Rushin raced through the woods in Chastain Park with older brothers during her childhood summers. "We were just like 'Lord of the Flies,' " she said, referring to the book about young boys stranded on an island with no adults. "We were savages. It was wonderful."

But somewhere out there, there are real sharks and real savages, Rushin knows. People who would snatch a 14-year-old Utah girl from her bed at gunpoint.

Though crime rates have fallen, horrible things happen to good people every day, cable news seems to tell us every few minutes.

So children are watched. So they don't swallow the pool water and get E. coli. So they don't wander into shady Internet chat rooms. So they don't ride their bikes on streets clogged with cars.

Still, kids by nature can't help but have fun. A look at the Candler Park pool is evidence of that, though their worldliness is surprising.

"We weren't really fighting. We were arguing about politics," said Rhiannon Price, 12.

She and a boy stand dripping in their bathing suits and point prunish fingers at each other.

"She lost," said Nick Hoffman, 12. "She was talking about oil and petroleum and how we're killing people on account of it."

"I was just explaining how we put the Taliban in power," Rhiannon responded.

Rhiannon's summer days are like that: long, wet, happy hours debating world affairs at the community pool.

If Nick had his way, he'd pack his summers with amusement park trips. After some thought, he added, "and set up a center where kids could play with animals while waiting to be adopted."

Dr. Alvin Rosenfeld would be pleased. The psychiatrist and author of "The Over-scheduled Child" says kids need summers to daydream a better world.

"Our country's financial success is rooted in people who have done their own weird thing in their own weird way," he said. "Look at Bill Gates."

But because of two-parent working families or single-parent families or even the desire to give children a head start, children's summers these days are booked with "enriching" activities, he said.

There's nothing wrong with camp, play dates or organized sports, Rosenfeld emphasized. The exception is when children's summers are so booked they aren't allowed to flex their intellect and creative muscle.

"Given an opportunity to get a little bored, children develop a world of their own," Rosenfeld said. "And that's the world that enriches them and society for the rest of their lives."

Traci Switzer, 35, is less philosophical as she sits poolside munching a summer dinner of pretzels, juice and fruit with son Ryan, 6, and daughter Mazie, 3.

Ryan loved art camp, enjoyed zoo camp and will likely have fun at circus camp later this summer.

But she understands the need for children to have free time in much the same way adults need it.

That's why from now on, Ryan will only attend camps that run a few days a week, a few hours at a time.
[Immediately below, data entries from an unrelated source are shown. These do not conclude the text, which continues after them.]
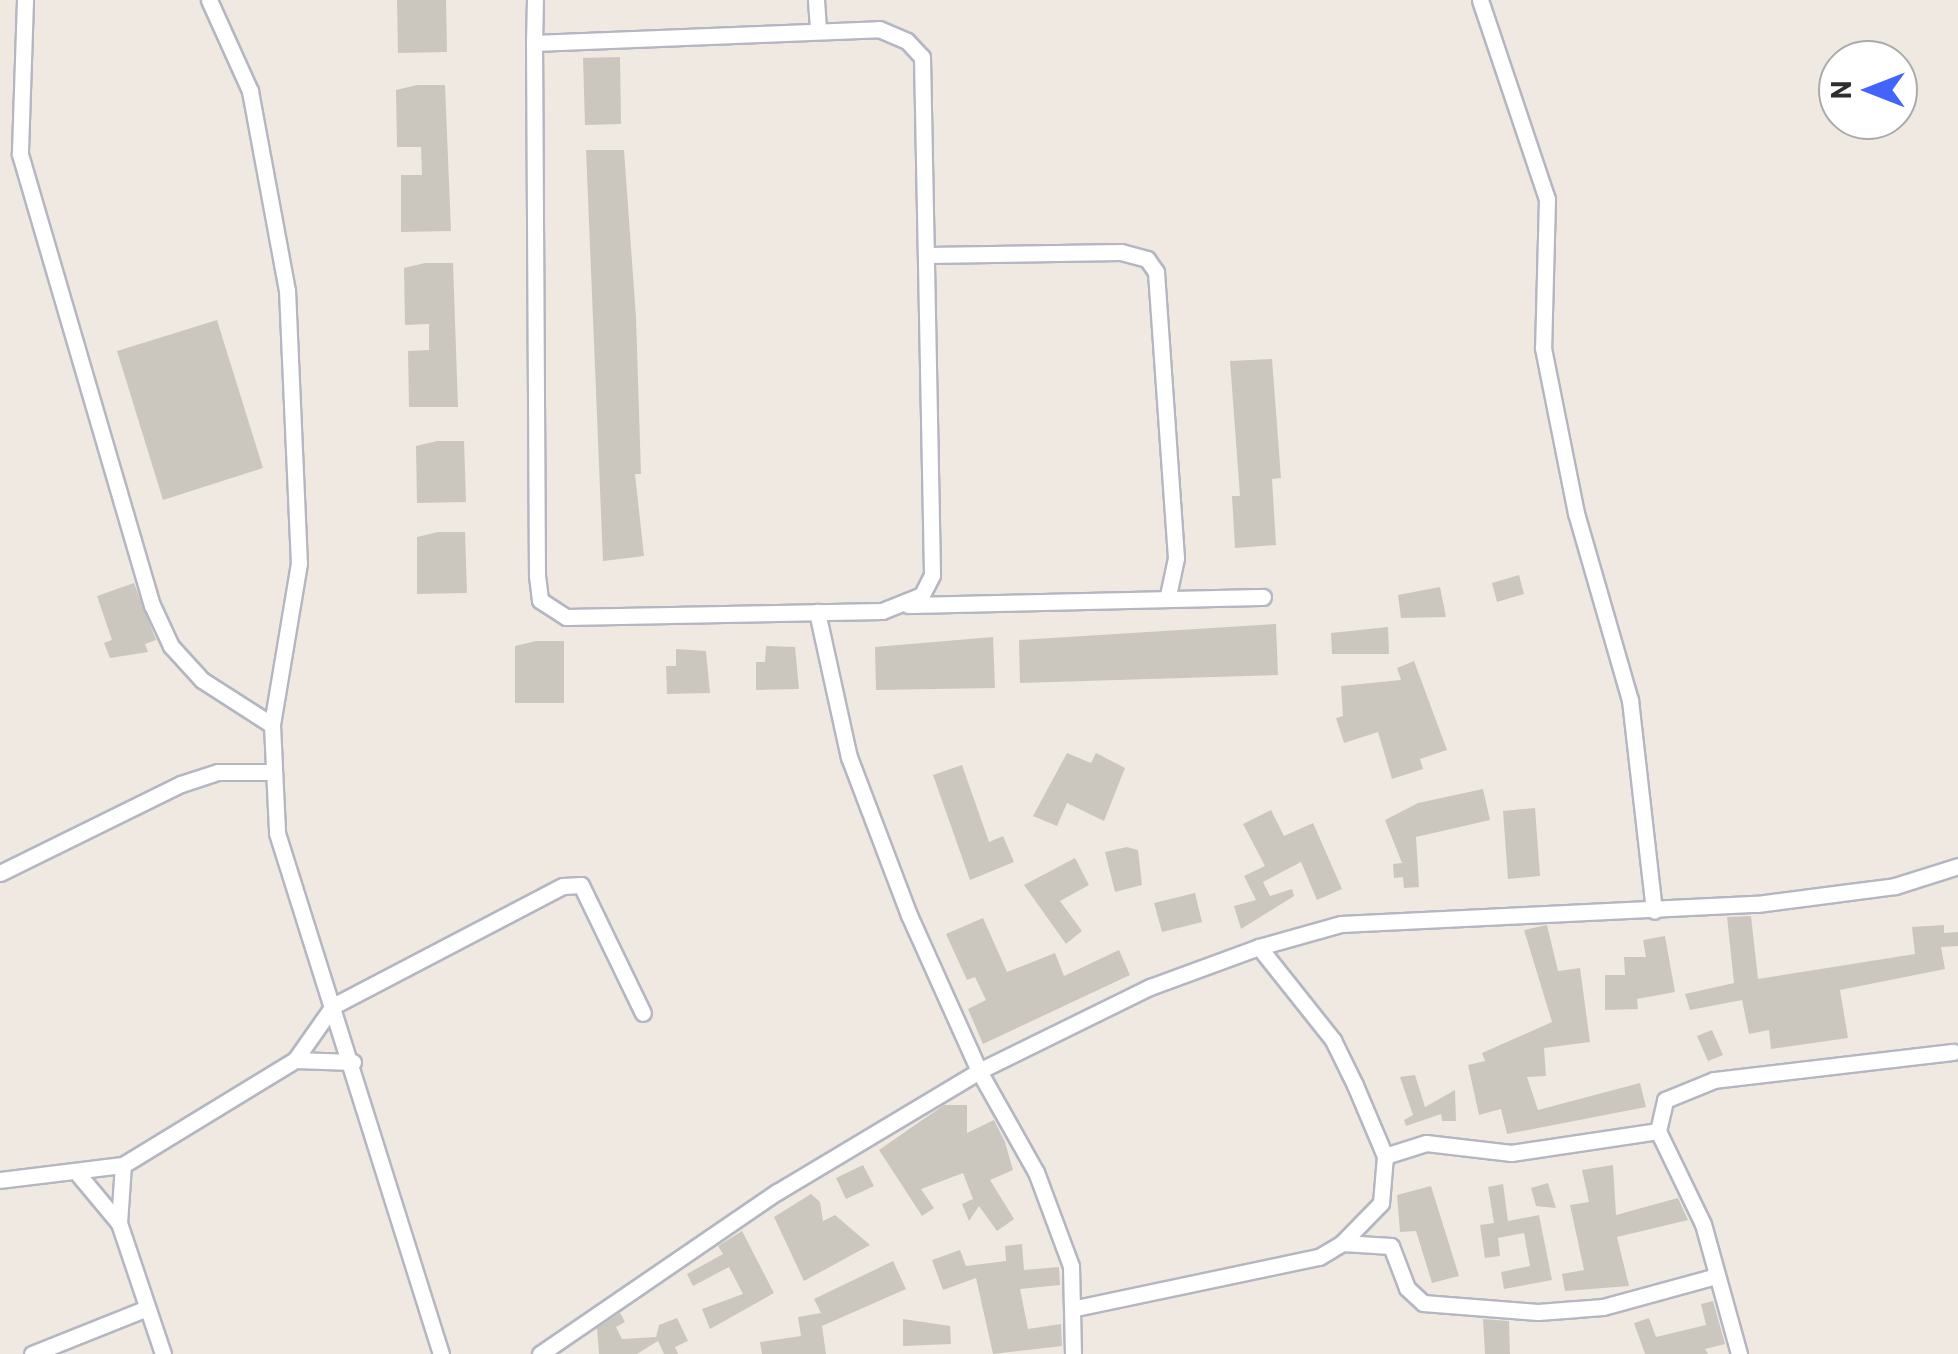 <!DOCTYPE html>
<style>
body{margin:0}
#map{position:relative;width:1958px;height:1354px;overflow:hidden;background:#efe9e1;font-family:Barlow,sans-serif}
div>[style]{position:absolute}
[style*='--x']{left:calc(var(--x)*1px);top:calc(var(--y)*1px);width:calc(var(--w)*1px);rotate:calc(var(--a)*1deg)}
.building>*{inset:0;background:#cbc7bf}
.roads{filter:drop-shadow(2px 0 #b4b7c1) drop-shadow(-2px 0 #b4b7c1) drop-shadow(0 2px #b4b7c1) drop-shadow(0 -2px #b4b7c1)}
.minor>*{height:15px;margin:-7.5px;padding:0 7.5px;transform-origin:7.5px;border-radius:7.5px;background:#fff}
span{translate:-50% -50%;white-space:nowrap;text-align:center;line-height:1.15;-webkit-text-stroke:10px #fff;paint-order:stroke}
.north{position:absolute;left:1818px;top:40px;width:100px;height:100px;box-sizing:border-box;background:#fff;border:2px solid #ababab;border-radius:50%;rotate:270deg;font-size:28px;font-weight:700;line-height:40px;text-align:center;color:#2e2e2e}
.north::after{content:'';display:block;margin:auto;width:35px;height:45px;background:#4264fb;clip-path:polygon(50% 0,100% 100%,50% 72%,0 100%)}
</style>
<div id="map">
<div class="building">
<i style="clip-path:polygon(397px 0,446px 0,447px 52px,398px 53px)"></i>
<i style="clip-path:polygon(620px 57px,621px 124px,585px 125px,583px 58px)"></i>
<i style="clip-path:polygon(417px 85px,445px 85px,451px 231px,401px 232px,401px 175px,422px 175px,421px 147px,397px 147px,396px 90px)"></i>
<i style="clip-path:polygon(586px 150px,624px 150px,636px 317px,641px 474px,635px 474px,644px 556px,603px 561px)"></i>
<i style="clip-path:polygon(425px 263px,453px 263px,458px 407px,409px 407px,408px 351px,429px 350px,429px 324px,405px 325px,404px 268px)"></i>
<i style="clip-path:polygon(217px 320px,263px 468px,163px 500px,117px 351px)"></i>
<i style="clip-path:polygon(1272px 359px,1281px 478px,1272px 479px,1276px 545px,1235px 548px,1232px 496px,1240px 496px,1230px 361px)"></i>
<i style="clip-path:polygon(437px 441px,464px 441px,466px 502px,417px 503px,416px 446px)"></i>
<i style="clip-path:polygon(438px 532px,465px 532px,467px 593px,417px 594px,417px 537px)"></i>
<i style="clip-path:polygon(1519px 575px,1524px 594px,1497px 602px,1492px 583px)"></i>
<i style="clip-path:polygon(134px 583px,156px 640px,145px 644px,148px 652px,110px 658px,104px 643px,112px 640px,97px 596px)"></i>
<i style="clip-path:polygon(1440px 587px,1446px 617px,1401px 618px,1398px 595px)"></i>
<i style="clip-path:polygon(1276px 624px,1278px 675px,1020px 683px,1019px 640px)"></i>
<i style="clip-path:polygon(1388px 627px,1389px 654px,1332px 654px,1331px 633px)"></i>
<i style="clip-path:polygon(993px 637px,995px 688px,876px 690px,875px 647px)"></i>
<i style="clip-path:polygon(536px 641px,564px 641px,564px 703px,515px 703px,515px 646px)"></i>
<i style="clip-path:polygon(766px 646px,795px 647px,799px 689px,756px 690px,756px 662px,765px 662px)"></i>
<i style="clip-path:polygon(676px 649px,706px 651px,710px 693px,667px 694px,666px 666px,676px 666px)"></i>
<i style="clip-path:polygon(1414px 661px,1447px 750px,1420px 759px,1423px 769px,1392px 779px,1378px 732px,1344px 743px,1336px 718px,1343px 716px,1341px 686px,1401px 680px,1397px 668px)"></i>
<i style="clip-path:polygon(1067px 753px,1091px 763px,1096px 753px,1125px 768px,1104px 821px,1067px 803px,1057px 826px,1033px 816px)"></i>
<i style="clip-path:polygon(962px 765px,989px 842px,1003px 836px,1014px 862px,970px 880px,933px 775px)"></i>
<i style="clip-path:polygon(1483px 789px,1490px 820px,1416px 837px,1419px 887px,1404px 888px,1403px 877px,1394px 878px,1393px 864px,1402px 863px,1385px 820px,1418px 803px)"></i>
<i style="clip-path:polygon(1535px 808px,1540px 876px,1508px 879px,1503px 811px)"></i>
<i style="clip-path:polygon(1271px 810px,1284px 836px,1313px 823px,1342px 889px,1317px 900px,1301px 862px,1263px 882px,1270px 896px,1292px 889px,1294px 896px,1241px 929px,1234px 906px,1256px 900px,1244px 876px,1265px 866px,1243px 824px)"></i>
<i style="clip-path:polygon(1127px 847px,1138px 850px,1142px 885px,1115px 892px,1105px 852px)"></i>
<i style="clip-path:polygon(1075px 858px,1089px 885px,1060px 901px,1082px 931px,1066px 944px,1024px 885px)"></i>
<i style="clip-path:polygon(1195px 893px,1202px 922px,1162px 932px,1154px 903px)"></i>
<i style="clip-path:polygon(1751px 916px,1758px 979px,1915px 954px,1912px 927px,1944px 925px,1944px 933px,1958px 932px,1958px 946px,1941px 947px,1945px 969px,1840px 990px,1848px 1038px,1771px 1049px,1769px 1030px,1749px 1034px,1742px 1000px,1690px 1010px,1685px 994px,1734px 983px,1727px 917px)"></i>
<i style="clip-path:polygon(983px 918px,1007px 972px,1055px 953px,1064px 976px,1119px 950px,1130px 975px,983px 1044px,968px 1009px,986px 1000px,975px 977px,967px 980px,946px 934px)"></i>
<i style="clip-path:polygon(1547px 925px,1558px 971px,1580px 968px,1590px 1042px,1544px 1048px,1546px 1076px,1527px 1077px,1538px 1110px,1640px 1083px,1646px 1107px,1507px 1134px,1501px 1109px,1479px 1115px,1468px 1065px,1485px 1061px,1482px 1053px,1552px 1022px,1524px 930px)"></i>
<i style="clip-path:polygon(1665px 936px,1675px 992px,1637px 999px,1638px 1009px,1605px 1010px,1605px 975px,1625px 975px,1624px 957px,1646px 957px,1643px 940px)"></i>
<i style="clip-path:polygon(1712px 1030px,1723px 1055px,1708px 1061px,1697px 1036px)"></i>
<i style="clip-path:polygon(1415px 1075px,1425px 1107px,1455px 1090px,1456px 1121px,1442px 1121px,1441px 1114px,1406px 1126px,1404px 1120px,1413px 1115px,1400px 1077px)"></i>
<i style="clip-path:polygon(944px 1105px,967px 1105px,967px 1133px,994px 1120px,1005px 1142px,1013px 1170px,990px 1180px,1014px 1219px,997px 1231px,979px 1206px,969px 1221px,962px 1204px,973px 1199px,963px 1173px,921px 1189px,934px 1208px,922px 1216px,879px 1150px)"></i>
<i style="clip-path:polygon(863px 1165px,874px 1186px,846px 1199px,836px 1178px)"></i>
<i style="clip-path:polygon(1613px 1165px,1616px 1215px,1678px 1198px,1688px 1220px,1617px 1237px,1629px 1286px,1565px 1291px,1562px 1274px,1584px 1270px,1570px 1205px,1589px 1202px,1582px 1170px)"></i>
<i style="clip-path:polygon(1548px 1183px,1556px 1208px,1536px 1206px,1531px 1188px)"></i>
<i style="clip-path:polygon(1503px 1184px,1508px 1221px,1539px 1215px,1552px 1280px,1504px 1289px,1501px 1272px,1530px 1266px,1524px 1233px,1498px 1238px,1500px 1256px,1485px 1258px,1480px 1225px,1494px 1223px,1488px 1187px)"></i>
<i style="clip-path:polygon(1431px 1186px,1459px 1276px,1432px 1283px,1416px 1231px,1400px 1232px,1397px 1195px)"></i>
<i style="clip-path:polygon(811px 1194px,820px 1202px,823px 1221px,835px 1215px,870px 1245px,804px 1281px,774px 1217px)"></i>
<i style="clip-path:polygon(742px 1231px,774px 1293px,710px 1329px,702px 1309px,743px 1294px,729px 1267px,693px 1286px,687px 1274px,723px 1254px,718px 1246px)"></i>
<i style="clip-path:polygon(1022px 1244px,1024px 1270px,1059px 1267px,1060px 1285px,1020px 1289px,1028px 1329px,1061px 1324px,1062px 1346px,993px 1354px,976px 1278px,943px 1290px,932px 1260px,960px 1250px,966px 1266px,1006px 1261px,1005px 1246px)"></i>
<i style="clip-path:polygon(893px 1261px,906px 1289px,822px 1326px,826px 1354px,762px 1354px,760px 1342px,801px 1336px,798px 1317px,821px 1313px,814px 1299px)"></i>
<i style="clip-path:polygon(1713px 1301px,1725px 1344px,1705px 1349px,1708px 1354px,1645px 1354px,1634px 1323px,1649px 1318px,1656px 1337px,1706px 1325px,1701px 1304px)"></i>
<i style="clip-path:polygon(620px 1313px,625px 1322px,616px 1327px,622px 1339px,656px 1337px,659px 1325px,677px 1318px,688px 1341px,675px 1347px,678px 1354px,664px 1354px,658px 1341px,637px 1354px,599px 1354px,597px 1328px)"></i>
<i style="clip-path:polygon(903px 1319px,950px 1326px,951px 1344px,903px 1346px)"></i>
<i style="clip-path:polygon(1483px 1319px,1509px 1321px,1510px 1354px,1485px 1354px)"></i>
</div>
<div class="roads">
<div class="minor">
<i style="--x:25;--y:0;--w:154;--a:91.9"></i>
<i style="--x:20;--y:154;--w:470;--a:73.7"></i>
<i style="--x:152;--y:605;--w:45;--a:65.1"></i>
<i style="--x:171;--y:646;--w:46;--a:47.6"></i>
<i style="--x:202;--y:680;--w:83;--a:32.7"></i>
<i style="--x:209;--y:0;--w:100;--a:65.7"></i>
<i style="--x:250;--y:91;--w:202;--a:79.5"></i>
<i style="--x:287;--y:290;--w:273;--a:87.5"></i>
<i style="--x:299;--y:563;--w:164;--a:99.5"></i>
<i style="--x:272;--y:725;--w:108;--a:87.3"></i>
<i style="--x:277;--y:833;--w:546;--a:72.53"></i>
<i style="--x:816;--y:0;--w:31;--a:86"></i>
<i style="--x:1480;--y:0;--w:210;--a:71.4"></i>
<i style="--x:1547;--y:199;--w:149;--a:91.5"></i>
<i style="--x:1543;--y:348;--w:168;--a:78.7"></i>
<i style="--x:1576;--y:513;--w:195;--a:73.9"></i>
<i style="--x:1630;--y:700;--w:212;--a:83.5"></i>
<i style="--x:534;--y:43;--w:345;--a:-2.3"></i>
<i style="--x:879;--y:29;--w:30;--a:23"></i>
<i style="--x:907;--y:41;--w:22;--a:47"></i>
<i style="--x:922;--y:57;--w:518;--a:88.89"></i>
<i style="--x:932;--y:575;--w:22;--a:117"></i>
<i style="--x:922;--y:595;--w:43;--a:158.2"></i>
<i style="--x:882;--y:611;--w:316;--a:178.9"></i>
<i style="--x:566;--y:617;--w:31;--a:-147"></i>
<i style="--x:540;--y:600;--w:24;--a:-97"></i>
<i style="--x:537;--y:576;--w:533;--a:-90.32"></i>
<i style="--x:534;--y:43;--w:43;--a:-88.7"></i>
<i style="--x:928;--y:255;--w:193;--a:-0.9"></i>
<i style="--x:1121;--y:252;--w:27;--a:15"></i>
<i style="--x:1147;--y:259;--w:16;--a:55"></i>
<i style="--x:1156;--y:272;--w:287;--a:86"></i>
<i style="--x:1176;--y:558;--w:40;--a:102"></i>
<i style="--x:908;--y:605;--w:355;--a:-1.3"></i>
<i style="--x:817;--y:612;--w:148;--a:77.6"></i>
<i style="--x:849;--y:757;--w:169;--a:69.2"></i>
<i style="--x:909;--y:915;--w:171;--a:65.8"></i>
<i style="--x:979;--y:1071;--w:116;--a:60.6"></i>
<i style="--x:1036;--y:1172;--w:100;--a:69.6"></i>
<i style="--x:1071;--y:1266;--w:88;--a:88.7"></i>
<i style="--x:0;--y:873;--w:202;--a:-26.2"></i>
<i style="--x:181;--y:784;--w:39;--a:-18"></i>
<i style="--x:218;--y:772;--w:51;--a:0"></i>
<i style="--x:295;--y:1060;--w:66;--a:-54.9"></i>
<i style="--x:333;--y:1006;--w:259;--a:-27.6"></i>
<i style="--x:563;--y:886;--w:18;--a:-3"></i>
<i style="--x:581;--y:885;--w:142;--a:64.2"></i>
<i style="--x:1658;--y:1131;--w:32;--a:-77"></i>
<i style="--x:1665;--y:1100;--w:53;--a:-22.2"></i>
<i style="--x:1714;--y:1080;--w:241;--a:-6.7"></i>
<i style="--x:1385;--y:1156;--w:43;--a:-17.6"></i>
<i style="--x:1426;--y:1143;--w:86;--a:6.7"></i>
<i style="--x:1511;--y:1153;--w:149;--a:-8.5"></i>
<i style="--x:1658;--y:1131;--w:103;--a:64.2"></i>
<i style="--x:1703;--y:1224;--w:135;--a:74.5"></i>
<i style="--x:78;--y:1174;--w:64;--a:50.1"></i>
<i style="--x:119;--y:1223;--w:138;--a:71.4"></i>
<i style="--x:0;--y:1180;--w:124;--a:-7"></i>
<i style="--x:123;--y:1165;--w:202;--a:-31.4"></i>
<i style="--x:295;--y:1060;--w:58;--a:2"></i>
<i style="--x:119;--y:1223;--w:58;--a:-86.1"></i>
<i style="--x:1342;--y:1243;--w:49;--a:3.5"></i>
<i style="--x:1391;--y:1246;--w:45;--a:69.1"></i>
<i style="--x:1407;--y:1288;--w:22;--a:43"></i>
<i style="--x:1423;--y:1303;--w:115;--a:4.5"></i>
<i style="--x:1538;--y:1312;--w:65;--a:-4.4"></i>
<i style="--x:1603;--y:1307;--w:117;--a:-15.3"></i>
<i style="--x:1076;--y:1308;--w:248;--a:-11.9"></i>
<i style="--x:1319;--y:1257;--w:27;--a:-31"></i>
<i style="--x:1342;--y:1243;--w:56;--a:-45.7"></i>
<i style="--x:1381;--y:1203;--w:47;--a:-85.1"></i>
<i style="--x:1385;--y:1156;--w:77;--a:-112.9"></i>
<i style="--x:1355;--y:1085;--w:50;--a:-116.1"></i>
<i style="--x:1333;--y:1040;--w:119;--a:-128.5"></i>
<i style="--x:32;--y:1354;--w:124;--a:-21.8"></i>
<i style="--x:540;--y:1354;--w:287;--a:-34.4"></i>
<i style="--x:777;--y:1192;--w:235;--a:-30.9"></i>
<i style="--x:979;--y:1071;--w:191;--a:-26.2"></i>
<i style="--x:1150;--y:987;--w:116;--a:-20.2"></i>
<i style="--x:1259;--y:947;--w:85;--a:-15.7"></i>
<i style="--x:1341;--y:924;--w:416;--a:-2.8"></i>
<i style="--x:1757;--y:904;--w:139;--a:-7.4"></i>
<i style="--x:1895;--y:886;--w:66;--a:-17.6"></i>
</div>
</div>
<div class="north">N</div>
</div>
For both their sakes.

"We need time to chill and hang out in our pajamas some days and decide what we do as the day goes on."

Away from the coolness of the pool, on the edge of the Edgewood community, Gail Snipes, 41, said she'd like to send her daughter to camp but can't afford it.

She quit her full-time job to become a part-time baker this summer so she could watch her daughter.

"Back in our day, I wouldn't have to stay home."

Some camps were free. Relatives were nearby and neighbors looked after your kids like they were your own, she said.

There's nobody in this time of fences and home security alarms that she can trust to watch her daughter but herself.

"She's starting to have boys call her now," Snipes said of her 14-year-old daughter. "And that's fine, but I want to keep an eye on her. "

Back at Candler Park, a father pleads with 5-year-old Anna Rushin to remove herself from the pool. Her mother and little brother have already started for home.

He yelled "five minutes" 20 minutes ago. "They have no concept of time," Robert Rushin said.

I know. I remember. She's just another kid. Trying to squeeze a few more minutes of fun into a fading summer day. Pretending as she dives under again and again to be a mermaid or a master diver or a dolphin.